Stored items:
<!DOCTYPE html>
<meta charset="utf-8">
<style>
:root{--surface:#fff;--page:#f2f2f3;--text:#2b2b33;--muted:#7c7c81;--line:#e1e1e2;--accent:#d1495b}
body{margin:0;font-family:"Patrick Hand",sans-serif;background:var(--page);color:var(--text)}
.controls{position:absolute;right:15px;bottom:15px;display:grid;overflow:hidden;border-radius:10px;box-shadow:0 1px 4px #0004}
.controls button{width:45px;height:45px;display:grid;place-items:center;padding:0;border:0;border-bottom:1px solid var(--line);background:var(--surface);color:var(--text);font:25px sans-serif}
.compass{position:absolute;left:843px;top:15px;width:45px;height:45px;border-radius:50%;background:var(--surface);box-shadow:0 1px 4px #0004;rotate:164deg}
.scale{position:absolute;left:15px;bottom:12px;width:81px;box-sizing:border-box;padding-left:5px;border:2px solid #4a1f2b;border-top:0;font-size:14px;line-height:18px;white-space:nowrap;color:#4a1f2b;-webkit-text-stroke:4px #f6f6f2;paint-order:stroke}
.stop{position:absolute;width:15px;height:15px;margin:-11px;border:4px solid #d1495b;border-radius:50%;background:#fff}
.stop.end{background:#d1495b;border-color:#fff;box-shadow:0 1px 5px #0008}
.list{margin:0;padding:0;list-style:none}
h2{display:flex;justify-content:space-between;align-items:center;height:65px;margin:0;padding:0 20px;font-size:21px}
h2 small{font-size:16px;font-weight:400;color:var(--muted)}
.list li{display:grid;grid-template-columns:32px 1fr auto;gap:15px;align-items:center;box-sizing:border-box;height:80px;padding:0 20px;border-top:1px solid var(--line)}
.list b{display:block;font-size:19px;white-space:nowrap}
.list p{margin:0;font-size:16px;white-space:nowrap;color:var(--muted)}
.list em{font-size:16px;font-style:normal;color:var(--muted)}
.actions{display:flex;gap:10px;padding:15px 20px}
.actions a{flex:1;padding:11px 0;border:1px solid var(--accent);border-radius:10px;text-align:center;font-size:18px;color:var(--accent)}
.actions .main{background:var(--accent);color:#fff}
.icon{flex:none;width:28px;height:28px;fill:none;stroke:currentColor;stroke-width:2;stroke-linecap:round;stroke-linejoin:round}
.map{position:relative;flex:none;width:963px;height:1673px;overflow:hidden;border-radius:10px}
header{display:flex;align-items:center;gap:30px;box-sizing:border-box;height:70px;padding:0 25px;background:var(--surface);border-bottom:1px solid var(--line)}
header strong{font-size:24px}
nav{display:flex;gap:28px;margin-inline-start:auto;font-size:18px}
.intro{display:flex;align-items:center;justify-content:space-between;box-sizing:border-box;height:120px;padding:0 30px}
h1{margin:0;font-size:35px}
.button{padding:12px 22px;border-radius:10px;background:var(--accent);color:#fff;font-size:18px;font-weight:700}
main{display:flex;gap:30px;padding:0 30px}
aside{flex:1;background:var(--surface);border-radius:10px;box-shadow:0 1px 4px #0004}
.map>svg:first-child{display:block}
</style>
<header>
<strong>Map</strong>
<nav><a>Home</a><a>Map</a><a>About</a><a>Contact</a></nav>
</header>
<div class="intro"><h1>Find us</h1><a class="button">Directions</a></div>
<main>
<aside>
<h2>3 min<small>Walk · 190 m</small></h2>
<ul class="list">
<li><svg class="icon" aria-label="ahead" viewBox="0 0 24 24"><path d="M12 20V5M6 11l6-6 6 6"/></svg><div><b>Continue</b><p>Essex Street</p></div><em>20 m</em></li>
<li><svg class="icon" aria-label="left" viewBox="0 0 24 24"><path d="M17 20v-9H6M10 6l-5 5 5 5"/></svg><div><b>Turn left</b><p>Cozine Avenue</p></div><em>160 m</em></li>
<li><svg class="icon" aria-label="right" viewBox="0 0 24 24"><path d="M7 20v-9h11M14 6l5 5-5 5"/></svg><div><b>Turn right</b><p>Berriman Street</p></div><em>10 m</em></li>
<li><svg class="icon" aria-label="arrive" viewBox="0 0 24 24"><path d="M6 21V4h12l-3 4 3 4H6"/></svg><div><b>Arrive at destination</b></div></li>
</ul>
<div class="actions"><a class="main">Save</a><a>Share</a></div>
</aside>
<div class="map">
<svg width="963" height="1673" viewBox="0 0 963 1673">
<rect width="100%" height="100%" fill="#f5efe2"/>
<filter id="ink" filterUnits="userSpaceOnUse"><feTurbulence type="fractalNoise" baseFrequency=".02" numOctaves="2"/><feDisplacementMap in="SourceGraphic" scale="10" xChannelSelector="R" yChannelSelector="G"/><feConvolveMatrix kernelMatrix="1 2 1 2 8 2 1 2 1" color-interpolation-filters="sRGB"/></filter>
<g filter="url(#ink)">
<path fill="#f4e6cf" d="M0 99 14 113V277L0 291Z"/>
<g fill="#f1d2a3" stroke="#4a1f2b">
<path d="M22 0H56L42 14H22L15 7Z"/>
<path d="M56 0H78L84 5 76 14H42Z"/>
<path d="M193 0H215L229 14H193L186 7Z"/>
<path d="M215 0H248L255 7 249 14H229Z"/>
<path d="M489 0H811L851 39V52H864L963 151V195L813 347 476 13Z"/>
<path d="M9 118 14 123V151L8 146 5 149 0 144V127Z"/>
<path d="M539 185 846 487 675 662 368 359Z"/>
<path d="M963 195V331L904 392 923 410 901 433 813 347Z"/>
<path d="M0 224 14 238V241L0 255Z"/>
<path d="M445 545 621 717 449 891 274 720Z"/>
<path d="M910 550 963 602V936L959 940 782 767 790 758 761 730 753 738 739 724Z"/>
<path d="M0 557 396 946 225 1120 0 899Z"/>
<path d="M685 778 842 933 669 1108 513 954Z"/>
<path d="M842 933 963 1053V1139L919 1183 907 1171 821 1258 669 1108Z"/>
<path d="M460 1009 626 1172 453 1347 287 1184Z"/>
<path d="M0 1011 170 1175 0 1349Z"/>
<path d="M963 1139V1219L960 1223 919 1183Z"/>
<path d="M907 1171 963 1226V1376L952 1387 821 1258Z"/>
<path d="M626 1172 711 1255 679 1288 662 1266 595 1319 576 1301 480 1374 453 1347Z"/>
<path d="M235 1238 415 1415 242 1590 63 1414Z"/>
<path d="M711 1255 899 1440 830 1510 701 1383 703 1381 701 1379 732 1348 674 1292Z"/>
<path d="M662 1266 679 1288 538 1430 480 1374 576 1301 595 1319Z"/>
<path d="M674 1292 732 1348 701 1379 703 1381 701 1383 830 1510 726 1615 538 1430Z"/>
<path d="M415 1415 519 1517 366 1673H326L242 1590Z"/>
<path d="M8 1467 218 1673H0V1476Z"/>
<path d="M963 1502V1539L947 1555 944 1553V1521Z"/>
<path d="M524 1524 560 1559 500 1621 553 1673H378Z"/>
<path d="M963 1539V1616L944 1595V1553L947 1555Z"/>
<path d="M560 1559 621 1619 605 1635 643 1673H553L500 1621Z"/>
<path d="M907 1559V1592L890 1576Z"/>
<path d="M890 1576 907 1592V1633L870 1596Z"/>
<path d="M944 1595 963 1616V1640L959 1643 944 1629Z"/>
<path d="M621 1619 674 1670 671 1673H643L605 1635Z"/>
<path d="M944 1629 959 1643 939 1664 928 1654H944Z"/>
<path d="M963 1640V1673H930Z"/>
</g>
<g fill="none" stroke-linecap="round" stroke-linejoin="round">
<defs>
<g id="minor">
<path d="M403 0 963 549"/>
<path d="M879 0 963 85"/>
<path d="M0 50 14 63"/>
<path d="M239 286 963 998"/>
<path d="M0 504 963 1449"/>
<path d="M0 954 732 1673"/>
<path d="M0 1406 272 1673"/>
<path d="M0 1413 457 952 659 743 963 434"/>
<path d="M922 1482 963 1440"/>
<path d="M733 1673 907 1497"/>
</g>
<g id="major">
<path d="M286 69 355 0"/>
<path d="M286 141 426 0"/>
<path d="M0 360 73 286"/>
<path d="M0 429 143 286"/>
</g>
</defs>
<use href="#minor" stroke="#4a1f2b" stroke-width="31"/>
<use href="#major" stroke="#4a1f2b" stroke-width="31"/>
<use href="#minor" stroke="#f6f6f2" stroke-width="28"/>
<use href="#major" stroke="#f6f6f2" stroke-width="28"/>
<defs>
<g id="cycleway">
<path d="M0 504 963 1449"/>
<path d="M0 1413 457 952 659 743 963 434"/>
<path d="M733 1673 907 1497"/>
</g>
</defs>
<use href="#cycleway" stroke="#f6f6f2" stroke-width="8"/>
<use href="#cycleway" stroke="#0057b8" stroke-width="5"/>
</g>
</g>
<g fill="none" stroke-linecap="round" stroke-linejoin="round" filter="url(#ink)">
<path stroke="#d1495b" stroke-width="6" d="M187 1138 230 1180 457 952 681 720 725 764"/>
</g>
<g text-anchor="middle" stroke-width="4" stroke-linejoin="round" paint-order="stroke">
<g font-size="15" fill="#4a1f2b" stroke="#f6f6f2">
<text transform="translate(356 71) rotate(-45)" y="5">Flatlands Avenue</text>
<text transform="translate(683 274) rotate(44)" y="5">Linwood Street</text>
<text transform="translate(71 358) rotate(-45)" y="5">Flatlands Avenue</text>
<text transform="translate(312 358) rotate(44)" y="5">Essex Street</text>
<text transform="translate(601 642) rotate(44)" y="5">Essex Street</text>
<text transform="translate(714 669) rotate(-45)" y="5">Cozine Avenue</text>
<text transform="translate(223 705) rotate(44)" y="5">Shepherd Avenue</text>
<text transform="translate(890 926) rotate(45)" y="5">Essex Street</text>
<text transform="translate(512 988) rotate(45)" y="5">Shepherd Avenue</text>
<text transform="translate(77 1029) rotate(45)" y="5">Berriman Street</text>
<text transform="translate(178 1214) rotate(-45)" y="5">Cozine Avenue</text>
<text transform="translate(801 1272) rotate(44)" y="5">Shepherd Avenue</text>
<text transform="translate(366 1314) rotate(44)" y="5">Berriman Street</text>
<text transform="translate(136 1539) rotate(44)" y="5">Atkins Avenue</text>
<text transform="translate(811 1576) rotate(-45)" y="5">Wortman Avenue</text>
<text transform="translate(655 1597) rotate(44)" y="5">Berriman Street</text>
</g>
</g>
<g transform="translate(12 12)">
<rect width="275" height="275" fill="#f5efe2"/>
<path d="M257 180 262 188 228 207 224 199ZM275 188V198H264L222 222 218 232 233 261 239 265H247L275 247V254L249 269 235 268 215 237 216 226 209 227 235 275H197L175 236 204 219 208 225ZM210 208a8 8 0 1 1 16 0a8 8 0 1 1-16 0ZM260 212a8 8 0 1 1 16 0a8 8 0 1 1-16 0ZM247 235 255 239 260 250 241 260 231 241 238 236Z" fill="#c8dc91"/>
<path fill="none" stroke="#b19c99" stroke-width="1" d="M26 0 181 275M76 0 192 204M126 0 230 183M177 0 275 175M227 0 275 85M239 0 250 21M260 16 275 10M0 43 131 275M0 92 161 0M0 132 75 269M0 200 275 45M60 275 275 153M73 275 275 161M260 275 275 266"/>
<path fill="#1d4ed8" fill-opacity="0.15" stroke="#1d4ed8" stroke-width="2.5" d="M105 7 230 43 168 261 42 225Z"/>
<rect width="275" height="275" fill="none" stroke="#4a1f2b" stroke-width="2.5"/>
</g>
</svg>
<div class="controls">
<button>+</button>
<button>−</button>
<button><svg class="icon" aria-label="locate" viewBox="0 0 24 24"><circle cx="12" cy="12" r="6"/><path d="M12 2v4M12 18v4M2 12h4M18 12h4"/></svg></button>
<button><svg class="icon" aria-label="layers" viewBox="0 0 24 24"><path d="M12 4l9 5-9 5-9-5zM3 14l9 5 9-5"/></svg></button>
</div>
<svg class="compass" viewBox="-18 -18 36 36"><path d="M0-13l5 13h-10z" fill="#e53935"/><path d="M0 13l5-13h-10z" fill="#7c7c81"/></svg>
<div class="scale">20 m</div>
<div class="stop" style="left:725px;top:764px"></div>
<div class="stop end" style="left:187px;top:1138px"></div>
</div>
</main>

EXERCISE DIRECTIONS
Search the records above for the word "compass", then say how many lines contain it. Give the number alone.

EXPECTED OUTPUT
2